** Data listing follows **

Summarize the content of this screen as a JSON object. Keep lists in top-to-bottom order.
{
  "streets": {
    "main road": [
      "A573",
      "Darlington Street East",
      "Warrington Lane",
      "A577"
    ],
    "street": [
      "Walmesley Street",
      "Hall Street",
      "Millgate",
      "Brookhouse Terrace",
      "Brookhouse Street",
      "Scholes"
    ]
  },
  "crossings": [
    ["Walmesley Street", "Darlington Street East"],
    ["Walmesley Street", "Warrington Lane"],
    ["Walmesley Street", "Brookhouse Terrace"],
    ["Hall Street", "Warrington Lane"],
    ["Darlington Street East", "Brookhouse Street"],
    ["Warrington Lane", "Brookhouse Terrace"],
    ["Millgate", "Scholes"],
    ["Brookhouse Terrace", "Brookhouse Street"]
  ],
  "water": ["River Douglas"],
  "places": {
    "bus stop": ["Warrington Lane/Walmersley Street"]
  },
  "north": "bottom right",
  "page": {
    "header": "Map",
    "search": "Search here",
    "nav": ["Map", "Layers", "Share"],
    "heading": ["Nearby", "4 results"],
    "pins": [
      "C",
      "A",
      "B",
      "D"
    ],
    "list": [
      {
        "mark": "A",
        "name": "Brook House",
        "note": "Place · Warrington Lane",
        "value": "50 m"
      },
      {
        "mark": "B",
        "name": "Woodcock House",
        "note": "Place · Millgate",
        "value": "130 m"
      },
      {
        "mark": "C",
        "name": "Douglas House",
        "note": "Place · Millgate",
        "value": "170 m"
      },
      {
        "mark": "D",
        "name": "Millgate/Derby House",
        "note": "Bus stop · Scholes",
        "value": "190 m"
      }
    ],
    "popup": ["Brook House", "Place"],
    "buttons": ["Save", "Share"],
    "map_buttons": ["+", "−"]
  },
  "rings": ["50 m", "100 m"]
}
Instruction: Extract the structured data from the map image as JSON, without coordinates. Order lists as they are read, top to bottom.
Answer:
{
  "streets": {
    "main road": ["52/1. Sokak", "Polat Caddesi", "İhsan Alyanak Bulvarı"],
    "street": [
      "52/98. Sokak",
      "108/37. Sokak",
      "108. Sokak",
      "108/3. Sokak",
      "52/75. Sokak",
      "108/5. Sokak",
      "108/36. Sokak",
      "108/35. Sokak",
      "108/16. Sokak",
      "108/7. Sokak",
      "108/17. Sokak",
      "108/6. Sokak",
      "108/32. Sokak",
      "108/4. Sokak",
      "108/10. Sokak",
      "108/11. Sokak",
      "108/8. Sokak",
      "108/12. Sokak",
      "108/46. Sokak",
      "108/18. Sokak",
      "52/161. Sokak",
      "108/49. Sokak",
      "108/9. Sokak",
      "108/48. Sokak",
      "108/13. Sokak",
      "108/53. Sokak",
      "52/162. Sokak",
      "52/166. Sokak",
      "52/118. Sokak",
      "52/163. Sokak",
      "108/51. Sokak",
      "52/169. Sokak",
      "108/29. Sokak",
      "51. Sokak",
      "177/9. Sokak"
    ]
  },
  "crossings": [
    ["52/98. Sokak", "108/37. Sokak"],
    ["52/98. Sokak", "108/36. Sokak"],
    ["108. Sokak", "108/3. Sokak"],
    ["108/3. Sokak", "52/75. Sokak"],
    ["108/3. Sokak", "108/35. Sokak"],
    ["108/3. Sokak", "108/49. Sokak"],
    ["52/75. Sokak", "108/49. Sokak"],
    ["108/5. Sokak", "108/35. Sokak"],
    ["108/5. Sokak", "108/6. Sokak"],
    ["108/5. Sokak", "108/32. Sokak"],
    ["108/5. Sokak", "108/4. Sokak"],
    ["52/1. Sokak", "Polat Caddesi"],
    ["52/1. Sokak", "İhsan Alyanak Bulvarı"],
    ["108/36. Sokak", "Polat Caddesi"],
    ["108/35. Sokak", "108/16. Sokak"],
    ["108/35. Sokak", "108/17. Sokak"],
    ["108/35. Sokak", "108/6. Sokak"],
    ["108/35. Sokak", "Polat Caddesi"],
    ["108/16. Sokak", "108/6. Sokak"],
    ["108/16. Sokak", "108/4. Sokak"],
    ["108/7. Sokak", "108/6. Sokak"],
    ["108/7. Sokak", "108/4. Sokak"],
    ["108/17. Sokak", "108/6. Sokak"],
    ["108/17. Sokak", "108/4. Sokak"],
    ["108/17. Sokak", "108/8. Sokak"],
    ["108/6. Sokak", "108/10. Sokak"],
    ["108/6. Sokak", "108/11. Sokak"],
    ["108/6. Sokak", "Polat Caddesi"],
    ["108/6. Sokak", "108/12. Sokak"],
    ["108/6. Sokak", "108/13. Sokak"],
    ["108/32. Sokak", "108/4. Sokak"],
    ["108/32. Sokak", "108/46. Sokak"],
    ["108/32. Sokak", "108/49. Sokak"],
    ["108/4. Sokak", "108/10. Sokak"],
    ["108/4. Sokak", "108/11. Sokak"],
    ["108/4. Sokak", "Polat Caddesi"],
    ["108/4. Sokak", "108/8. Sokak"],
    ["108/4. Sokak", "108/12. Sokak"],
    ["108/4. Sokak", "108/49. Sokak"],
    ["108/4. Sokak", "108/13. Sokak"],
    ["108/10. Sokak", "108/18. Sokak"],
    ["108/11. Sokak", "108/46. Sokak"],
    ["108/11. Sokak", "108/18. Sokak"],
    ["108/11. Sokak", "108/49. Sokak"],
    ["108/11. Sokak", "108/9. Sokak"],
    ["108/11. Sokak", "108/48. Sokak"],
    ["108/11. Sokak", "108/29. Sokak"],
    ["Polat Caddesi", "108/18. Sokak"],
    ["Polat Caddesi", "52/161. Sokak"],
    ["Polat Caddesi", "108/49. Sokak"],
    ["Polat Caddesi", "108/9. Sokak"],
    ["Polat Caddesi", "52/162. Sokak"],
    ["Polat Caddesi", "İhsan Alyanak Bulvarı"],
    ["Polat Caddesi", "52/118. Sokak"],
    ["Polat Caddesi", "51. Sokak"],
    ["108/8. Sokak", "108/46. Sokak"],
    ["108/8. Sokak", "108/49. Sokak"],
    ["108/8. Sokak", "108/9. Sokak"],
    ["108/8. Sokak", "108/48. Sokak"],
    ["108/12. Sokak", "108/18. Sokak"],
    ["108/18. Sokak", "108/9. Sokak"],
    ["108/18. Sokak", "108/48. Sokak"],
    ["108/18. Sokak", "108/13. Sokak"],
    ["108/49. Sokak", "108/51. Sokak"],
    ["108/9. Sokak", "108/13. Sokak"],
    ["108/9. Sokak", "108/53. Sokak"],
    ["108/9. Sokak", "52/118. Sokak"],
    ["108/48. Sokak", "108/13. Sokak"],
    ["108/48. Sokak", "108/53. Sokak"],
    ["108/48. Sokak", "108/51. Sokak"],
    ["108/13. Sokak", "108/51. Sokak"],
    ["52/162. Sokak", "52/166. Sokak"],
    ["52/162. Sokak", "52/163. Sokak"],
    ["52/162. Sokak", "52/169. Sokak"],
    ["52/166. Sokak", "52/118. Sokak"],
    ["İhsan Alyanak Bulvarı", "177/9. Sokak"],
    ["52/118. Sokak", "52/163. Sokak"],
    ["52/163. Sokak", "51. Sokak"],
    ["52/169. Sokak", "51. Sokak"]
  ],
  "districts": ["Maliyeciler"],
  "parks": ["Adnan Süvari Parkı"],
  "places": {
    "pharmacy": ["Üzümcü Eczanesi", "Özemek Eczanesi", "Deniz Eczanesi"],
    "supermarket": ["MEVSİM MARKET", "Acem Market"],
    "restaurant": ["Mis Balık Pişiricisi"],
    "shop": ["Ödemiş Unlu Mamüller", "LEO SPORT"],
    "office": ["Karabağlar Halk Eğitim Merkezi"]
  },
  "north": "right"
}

** End of Data listing **

■ Work required
Give only the number of lines in the material above that hold the word "bottom".

■ Solution to the exercise
3